───── Entries supplied ─────
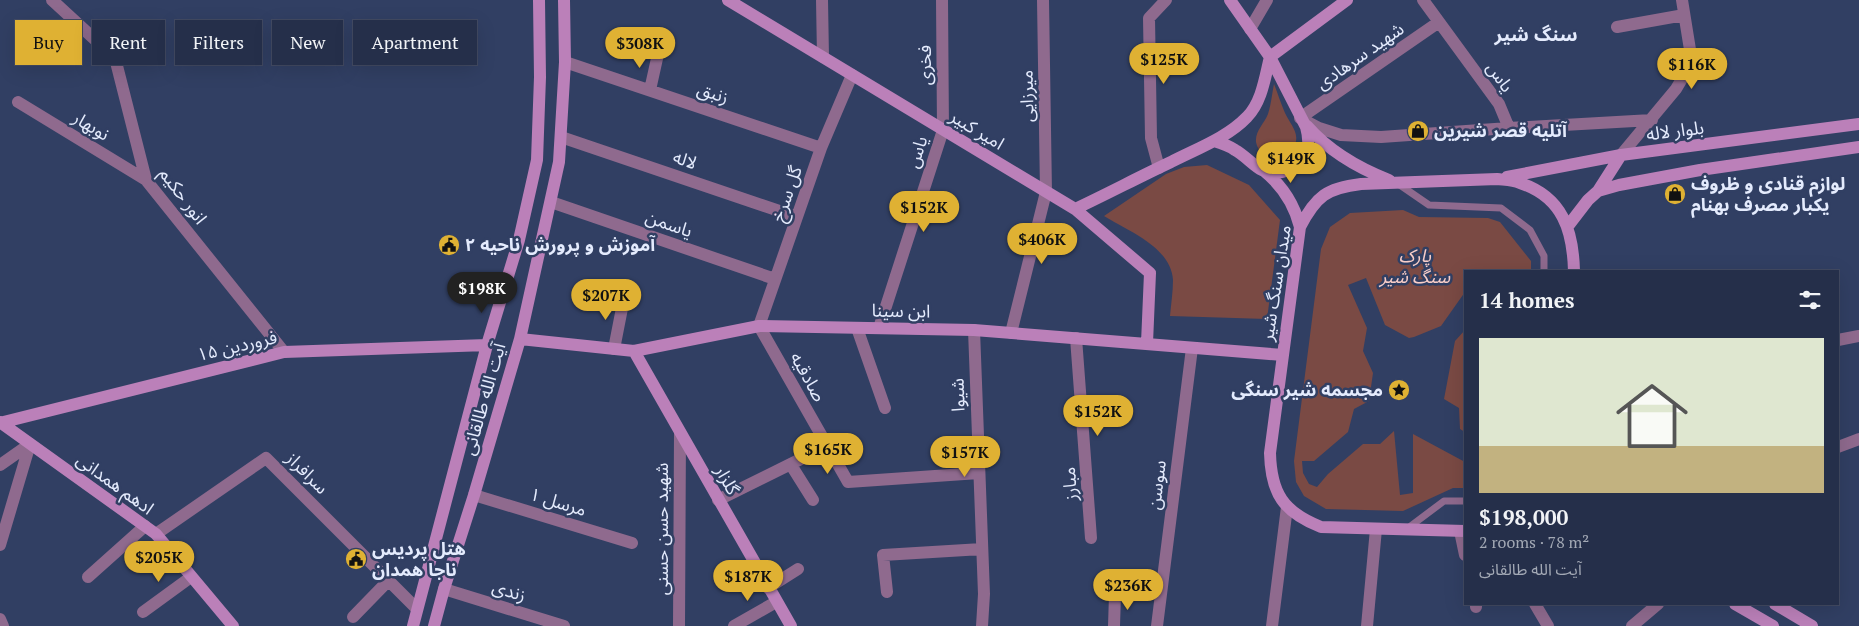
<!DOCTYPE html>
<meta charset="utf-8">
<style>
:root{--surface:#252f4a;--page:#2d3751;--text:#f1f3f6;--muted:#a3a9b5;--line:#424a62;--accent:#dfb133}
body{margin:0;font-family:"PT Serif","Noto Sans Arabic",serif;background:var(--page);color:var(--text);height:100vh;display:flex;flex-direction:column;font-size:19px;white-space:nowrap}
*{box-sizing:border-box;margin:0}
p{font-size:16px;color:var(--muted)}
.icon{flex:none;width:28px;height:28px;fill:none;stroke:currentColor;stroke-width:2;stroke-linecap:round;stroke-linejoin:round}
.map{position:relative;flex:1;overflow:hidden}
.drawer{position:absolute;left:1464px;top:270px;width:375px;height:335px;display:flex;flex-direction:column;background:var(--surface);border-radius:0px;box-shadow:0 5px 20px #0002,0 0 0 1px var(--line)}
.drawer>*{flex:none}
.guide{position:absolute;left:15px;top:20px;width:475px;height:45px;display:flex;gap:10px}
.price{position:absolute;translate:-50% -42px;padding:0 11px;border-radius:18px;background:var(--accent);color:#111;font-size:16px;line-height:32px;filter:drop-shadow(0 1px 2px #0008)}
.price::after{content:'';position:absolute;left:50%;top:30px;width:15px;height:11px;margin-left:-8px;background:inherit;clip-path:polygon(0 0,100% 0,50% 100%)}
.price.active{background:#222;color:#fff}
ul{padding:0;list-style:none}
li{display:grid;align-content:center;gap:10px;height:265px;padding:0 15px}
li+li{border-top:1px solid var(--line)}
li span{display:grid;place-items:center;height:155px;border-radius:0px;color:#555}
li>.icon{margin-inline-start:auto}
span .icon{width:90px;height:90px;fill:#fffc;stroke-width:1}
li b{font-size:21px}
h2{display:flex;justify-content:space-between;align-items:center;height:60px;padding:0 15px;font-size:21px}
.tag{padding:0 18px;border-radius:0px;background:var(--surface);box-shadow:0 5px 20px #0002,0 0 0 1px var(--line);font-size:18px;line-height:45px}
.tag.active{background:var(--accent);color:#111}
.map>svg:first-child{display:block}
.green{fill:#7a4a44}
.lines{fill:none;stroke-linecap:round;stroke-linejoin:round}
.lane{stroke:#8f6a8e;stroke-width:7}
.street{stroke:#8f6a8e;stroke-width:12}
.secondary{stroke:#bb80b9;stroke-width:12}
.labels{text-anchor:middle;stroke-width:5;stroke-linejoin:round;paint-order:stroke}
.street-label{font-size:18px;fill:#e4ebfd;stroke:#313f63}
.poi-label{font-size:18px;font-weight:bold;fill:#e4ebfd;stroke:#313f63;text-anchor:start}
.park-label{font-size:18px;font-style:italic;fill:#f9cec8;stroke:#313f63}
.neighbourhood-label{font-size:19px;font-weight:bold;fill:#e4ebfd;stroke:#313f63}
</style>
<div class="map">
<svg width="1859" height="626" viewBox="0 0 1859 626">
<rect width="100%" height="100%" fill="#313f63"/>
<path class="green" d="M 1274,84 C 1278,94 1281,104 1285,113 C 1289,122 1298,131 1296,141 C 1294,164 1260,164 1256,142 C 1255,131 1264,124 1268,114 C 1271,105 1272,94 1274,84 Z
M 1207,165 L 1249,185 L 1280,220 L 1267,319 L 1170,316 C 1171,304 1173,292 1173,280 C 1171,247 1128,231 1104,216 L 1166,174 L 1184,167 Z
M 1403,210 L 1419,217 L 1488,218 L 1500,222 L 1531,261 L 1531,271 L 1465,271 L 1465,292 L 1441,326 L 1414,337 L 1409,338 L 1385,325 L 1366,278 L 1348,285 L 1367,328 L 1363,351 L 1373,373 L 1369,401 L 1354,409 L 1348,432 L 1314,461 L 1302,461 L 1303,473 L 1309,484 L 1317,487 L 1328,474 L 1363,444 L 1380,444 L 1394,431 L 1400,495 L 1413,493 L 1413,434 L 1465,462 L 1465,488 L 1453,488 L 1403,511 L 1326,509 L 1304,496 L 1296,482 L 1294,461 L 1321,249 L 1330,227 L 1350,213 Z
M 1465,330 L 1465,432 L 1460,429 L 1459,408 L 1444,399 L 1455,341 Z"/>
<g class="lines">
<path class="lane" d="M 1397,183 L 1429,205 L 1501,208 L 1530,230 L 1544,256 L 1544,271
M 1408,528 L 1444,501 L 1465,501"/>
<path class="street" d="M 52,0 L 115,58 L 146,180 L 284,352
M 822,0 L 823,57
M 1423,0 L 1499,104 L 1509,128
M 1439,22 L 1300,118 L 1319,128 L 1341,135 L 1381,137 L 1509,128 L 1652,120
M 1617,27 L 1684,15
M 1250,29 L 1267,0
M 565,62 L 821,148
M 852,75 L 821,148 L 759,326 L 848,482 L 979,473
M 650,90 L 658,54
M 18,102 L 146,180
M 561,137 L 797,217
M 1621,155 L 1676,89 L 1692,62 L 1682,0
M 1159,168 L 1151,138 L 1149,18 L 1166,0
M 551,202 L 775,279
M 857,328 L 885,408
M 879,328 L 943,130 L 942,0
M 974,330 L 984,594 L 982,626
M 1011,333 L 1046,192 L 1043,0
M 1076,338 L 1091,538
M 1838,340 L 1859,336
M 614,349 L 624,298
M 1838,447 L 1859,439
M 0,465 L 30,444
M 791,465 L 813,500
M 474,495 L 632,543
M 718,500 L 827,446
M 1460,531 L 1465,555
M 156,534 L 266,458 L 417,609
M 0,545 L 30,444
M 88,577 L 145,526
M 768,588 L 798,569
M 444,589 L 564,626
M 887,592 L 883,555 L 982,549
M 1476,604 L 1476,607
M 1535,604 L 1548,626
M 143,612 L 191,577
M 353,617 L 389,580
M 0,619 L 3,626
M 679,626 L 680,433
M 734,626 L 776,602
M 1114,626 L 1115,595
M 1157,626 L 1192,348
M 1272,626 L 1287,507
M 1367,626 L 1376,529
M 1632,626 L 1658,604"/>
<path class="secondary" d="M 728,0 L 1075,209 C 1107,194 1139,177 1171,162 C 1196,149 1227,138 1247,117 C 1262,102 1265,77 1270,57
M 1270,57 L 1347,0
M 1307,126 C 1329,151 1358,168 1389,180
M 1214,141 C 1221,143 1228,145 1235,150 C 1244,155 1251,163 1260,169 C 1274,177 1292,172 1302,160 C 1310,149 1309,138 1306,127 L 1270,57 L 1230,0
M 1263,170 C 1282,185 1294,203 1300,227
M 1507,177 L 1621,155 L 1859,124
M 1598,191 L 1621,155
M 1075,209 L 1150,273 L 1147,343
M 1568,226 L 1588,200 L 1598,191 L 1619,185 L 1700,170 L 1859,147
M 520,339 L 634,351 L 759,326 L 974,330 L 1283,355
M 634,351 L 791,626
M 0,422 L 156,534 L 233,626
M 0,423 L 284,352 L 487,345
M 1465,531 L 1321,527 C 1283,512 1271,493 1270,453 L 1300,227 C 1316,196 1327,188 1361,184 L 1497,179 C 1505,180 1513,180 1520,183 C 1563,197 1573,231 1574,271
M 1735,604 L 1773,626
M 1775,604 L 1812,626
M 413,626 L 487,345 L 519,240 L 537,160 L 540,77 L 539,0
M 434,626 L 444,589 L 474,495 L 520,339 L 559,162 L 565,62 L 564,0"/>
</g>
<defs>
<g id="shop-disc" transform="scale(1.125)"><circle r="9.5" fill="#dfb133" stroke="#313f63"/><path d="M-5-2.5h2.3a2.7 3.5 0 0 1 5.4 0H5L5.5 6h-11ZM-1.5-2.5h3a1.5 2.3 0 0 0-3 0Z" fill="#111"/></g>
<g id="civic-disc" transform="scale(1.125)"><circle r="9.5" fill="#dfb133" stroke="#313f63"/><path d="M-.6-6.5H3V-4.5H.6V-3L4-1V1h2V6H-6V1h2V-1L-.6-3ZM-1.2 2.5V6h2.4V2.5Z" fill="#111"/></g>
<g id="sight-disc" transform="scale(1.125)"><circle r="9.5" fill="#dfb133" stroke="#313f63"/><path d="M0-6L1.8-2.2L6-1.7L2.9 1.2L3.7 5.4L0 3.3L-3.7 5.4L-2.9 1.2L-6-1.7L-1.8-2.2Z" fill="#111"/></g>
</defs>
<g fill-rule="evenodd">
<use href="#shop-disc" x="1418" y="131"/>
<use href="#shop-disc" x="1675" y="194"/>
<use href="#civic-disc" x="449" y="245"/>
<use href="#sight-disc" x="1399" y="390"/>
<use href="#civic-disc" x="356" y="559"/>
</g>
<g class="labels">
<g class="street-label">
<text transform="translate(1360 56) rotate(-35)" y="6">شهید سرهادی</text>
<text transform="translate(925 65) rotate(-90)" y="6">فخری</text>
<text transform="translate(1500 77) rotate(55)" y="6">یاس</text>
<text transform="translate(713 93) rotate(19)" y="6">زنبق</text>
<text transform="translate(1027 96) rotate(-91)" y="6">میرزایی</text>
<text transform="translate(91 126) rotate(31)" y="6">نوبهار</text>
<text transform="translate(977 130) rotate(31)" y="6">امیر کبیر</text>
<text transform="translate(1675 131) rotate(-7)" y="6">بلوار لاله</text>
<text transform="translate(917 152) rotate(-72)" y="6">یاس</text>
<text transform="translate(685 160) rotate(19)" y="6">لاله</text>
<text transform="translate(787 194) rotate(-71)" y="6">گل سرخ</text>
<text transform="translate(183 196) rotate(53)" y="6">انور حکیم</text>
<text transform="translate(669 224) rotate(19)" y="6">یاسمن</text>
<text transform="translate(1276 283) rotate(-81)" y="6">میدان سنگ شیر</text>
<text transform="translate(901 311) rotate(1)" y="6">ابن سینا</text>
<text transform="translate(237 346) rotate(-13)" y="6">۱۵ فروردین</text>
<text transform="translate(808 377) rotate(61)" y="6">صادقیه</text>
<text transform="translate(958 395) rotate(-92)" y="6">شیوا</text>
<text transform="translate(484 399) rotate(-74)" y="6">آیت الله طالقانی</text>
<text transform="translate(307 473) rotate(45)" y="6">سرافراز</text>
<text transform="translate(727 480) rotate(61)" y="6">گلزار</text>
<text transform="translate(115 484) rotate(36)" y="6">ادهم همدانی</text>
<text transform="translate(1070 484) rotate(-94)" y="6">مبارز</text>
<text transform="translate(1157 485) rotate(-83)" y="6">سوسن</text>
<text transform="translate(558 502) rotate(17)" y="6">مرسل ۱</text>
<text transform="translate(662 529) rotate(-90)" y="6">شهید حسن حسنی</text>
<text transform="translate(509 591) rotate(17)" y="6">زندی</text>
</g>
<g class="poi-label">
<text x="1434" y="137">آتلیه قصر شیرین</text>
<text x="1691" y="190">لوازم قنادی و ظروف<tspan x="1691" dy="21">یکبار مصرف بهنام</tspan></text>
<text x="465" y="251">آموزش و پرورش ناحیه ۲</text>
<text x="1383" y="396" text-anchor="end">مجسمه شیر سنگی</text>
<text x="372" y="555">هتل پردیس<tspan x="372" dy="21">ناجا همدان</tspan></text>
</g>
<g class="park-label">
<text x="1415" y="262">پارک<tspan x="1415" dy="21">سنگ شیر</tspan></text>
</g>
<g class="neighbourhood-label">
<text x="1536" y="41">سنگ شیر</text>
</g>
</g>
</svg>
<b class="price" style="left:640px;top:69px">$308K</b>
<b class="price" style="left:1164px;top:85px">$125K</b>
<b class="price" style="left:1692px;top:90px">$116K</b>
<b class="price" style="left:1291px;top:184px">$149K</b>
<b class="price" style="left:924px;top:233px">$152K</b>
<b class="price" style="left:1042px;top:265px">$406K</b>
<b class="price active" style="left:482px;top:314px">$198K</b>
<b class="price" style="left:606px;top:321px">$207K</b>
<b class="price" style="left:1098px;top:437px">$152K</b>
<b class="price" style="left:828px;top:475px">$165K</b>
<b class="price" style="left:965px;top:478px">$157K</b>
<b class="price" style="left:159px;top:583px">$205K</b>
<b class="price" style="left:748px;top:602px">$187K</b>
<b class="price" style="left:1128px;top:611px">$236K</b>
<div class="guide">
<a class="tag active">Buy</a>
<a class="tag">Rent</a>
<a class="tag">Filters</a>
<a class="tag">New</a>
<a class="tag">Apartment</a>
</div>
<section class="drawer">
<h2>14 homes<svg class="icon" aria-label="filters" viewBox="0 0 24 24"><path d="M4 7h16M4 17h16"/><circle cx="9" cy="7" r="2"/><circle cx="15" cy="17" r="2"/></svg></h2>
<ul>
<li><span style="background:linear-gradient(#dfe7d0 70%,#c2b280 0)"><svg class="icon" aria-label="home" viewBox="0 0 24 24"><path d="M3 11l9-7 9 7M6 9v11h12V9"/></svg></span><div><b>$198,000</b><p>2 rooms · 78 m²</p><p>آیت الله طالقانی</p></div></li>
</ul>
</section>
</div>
─────
### Problem requirements
Could you find each line in the entries that contains the string "grid" and copy it?

### Task result
li{display:grid;align-content:center;gap:10px;height:265px;padding:0 15px}
li span{display:grid;place-items:center;height:155px;border-radius:0px;color:#555}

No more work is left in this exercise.